A few metres away, passengers in another matatu headed to Ongata Rongai from Kiserian are lucky to be alive after the vehicle was swept away by the flood waters. However, gabions in River Lemalepo blocked the vehicle from being carried further downstream.
Two vehicles were damaged when the floods swept them away for half a kilometre from Magadi Road.
Fences around houses built near streams were washed away and crops damaged.
In Magadi, 40-year-old Mwangi Wamae drowned as he tried to cross the swollen Entasapia river in the morning.
At Ngong, bodies of two people were found at Veterinary area. They had been carried away from an upstream location.
Kajiado North MP Joseph Manje said the problem was perennial and urged residents to take precautions.
County Senator Peter Mositet blamed poorly built bridges for the deaths.
“Last year four people died in Kandisi stream due to the floods.
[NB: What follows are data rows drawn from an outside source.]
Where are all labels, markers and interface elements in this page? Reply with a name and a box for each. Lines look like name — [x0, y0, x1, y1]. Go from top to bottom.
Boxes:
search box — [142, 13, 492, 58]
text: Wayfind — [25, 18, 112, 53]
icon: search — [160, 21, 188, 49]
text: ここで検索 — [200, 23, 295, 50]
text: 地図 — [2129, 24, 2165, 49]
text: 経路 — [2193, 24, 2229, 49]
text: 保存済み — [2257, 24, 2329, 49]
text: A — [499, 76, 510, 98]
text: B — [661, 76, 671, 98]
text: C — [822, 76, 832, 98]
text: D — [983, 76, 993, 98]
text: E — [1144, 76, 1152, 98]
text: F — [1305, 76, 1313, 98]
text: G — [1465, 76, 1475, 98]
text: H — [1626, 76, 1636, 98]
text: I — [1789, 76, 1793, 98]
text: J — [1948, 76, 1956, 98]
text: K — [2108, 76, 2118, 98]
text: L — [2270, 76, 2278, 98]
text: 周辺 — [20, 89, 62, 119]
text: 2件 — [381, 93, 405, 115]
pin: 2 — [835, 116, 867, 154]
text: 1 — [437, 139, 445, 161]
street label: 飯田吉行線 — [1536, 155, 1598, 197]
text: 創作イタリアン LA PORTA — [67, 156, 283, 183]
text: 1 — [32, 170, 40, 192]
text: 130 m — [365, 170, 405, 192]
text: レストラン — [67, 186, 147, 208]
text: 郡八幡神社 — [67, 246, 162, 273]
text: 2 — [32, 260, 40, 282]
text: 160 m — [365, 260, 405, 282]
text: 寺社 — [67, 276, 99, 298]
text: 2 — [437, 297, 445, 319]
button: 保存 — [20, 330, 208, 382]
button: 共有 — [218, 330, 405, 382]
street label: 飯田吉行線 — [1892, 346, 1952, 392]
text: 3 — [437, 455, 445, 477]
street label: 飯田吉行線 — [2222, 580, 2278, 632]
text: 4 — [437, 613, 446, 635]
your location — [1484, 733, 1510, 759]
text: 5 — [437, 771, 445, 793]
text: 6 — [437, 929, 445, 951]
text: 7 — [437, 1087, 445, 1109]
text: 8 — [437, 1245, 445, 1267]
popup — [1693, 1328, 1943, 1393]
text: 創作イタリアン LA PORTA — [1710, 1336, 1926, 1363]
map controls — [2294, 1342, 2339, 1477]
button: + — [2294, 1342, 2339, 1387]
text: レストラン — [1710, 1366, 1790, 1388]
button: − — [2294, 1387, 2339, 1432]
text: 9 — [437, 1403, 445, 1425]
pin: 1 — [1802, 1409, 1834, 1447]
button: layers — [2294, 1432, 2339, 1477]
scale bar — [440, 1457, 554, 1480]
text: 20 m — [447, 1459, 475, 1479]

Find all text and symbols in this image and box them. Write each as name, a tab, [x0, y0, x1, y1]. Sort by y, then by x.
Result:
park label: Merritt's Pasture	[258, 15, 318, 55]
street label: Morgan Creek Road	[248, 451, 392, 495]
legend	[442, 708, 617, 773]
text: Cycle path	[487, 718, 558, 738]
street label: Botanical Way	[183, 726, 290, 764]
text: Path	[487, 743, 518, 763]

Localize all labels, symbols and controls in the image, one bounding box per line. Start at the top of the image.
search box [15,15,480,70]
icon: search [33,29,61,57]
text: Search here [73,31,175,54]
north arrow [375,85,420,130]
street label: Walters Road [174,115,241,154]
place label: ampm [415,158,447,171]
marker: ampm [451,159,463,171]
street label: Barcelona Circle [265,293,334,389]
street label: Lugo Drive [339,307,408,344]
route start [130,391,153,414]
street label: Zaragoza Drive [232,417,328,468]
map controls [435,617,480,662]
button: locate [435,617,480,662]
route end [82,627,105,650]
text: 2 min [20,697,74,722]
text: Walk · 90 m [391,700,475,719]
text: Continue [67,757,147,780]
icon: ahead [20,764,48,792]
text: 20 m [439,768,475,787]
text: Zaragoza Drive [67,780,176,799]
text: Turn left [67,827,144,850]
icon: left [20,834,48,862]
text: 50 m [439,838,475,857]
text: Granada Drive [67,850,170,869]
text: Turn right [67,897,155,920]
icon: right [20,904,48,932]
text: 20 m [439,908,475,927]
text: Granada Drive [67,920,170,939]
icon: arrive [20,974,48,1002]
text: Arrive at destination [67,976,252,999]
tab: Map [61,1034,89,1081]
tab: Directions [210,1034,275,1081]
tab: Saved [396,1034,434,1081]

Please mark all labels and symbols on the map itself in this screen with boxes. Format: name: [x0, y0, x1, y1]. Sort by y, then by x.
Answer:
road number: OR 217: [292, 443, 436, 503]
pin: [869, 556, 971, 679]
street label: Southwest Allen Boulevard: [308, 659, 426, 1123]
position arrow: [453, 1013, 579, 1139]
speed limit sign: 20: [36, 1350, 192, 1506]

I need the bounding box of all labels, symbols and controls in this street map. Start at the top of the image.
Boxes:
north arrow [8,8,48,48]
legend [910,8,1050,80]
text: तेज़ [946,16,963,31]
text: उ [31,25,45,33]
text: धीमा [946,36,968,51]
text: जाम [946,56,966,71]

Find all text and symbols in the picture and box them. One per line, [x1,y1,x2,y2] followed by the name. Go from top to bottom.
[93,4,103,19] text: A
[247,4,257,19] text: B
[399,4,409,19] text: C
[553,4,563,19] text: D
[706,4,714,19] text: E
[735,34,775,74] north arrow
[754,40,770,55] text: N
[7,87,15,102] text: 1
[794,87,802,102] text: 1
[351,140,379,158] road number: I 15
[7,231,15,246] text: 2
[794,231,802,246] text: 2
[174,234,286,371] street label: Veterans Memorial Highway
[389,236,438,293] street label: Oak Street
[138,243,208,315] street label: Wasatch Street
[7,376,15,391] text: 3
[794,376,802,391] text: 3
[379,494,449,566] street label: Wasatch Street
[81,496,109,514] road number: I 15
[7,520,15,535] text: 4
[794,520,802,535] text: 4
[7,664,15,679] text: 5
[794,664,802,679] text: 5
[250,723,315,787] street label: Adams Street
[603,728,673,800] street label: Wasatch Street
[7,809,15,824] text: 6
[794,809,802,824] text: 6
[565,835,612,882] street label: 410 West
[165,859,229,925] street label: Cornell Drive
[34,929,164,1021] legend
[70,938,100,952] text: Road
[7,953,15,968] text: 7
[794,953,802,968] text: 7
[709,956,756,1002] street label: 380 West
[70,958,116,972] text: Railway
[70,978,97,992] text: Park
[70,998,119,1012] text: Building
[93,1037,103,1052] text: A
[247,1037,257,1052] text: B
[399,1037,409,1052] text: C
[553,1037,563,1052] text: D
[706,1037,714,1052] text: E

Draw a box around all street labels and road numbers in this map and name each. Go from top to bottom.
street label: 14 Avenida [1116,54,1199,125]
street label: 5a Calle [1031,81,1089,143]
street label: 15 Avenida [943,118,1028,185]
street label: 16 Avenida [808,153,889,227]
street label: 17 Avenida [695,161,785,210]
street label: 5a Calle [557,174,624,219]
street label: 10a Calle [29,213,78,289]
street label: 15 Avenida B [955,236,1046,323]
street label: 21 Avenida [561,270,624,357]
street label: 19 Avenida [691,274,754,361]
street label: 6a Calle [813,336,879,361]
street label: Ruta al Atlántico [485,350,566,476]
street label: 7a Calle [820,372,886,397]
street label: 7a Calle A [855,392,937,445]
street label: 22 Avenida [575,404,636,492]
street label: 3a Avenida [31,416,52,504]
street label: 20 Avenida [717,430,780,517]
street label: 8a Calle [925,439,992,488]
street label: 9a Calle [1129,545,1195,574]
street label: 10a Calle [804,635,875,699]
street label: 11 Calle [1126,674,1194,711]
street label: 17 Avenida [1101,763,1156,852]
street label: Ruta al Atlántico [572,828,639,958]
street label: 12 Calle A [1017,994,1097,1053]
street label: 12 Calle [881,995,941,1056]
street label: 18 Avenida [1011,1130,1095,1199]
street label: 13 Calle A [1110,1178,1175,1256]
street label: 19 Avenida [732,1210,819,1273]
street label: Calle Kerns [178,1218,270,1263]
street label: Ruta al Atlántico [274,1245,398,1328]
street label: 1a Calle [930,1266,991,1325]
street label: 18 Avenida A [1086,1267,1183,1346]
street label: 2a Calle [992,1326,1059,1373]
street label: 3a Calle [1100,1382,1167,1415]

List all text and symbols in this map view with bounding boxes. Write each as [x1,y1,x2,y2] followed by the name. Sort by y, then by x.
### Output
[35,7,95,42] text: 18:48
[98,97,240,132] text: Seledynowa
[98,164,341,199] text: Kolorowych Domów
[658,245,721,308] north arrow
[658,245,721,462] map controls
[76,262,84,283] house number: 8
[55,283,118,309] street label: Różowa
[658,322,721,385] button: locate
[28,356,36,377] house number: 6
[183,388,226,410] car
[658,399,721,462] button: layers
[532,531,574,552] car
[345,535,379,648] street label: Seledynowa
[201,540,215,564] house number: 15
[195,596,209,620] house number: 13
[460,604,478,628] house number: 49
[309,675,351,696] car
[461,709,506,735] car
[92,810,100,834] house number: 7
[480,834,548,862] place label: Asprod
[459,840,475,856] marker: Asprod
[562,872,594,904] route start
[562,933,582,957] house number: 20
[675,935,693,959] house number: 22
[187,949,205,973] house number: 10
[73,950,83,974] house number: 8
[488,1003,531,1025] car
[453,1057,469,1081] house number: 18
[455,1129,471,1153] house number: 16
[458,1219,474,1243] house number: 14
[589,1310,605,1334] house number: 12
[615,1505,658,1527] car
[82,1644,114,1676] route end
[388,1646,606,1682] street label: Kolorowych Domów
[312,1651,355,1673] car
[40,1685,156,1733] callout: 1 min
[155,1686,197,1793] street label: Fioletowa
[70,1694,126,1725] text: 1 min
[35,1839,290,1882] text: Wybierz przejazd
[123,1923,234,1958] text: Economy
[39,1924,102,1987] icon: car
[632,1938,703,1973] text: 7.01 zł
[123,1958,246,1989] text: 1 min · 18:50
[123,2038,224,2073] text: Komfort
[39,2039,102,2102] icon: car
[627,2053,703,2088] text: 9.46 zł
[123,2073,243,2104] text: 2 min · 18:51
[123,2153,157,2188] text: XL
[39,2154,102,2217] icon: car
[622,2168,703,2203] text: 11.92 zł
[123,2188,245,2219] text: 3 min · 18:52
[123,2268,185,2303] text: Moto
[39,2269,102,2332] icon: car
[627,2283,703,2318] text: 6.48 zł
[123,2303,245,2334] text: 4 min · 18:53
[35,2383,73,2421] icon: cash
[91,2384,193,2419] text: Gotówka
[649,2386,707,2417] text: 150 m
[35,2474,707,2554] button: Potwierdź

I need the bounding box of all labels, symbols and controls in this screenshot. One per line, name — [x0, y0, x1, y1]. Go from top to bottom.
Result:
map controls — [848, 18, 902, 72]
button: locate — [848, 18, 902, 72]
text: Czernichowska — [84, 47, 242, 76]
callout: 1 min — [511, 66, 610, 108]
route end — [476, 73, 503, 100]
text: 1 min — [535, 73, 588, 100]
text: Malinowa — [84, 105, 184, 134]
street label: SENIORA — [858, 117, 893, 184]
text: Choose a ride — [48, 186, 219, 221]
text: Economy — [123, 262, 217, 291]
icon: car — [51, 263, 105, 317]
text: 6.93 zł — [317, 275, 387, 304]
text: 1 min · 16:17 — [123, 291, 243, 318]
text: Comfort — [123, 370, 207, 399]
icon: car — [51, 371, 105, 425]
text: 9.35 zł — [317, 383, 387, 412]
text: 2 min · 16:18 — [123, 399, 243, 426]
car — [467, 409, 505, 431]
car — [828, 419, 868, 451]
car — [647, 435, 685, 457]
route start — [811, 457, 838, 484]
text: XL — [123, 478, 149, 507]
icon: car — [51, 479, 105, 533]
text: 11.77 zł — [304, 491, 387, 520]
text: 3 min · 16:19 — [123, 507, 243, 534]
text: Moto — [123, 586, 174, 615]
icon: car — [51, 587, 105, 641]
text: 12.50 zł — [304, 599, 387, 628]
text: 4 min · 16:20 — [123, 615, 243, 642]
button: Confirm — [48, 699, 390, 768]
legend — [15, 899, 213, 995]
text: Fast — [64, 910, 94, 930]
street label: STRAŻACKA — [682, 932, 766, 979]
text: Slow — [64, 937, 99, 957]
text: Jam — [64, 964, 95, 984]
The remedy by the Roads ministry was not satisfactory as the same problem is back with us,” said Mr Mositet.
In Migori County, Nyatike MP Edick Anyanga said water levels in rivers Kuja and Migori had risen rapidly, raising fears of displacement and food shortages.
“We will require relief food, tents, mosquito nets and drugs if the rains continue like this,” he said.
Residents of Nyando District in Kisumu County called on the Government to build dykes and set up rescue centres.
An elder, Mr Stephen Ochieng Ondiek, said even though Special Programmes minister Esther Murugi had often told them to move to higher ground, there were no places to move to.
Mr Ondiek said the ministry, with the help of the Japanese Government, had built a rescue centre but this was inadequate as there were two toilets and a small two-room dispensary which could not accommodate everyone in the region.
“The dykes that were built by the government at River Nyando are eroded, allowing the river to quickly flood when it rains,” Mr Ondiek said.
At the Coast, the weatherman said “above normal” rainfall was received in Mombasa, Tana River and Kwale counties and predicted the pattern would continue until May.
In Mombasa, rains pounding the county from last week resulted in huge pools of water in highly populated estates such as Kisauni and Likoni due to poor drainage.
The Meteorological Department’s March-April-May forecast posted on its website said Coast and western counties would experience heavy rains.
Lamu, parts of Kilifi, Mombasa and Kwale would also experience above normal rainfall, the weatherman forecast.
In Elgeyo Marakwet County, people in landslide- and mudslide-prone areas were yesterday ordered to move to safer areas to avert catastrophes.
Deputy County Commissioner Moses Lilan said the government had issued the directive at the onset of the rainy season.
“Though we might not necessarily force people to move, we expect them to think of their own safety. This is not a trivial matter. Landslides are real and memories of the time we lost 15 lives and hundreds others were displaced are still fresh in our minds,” he said.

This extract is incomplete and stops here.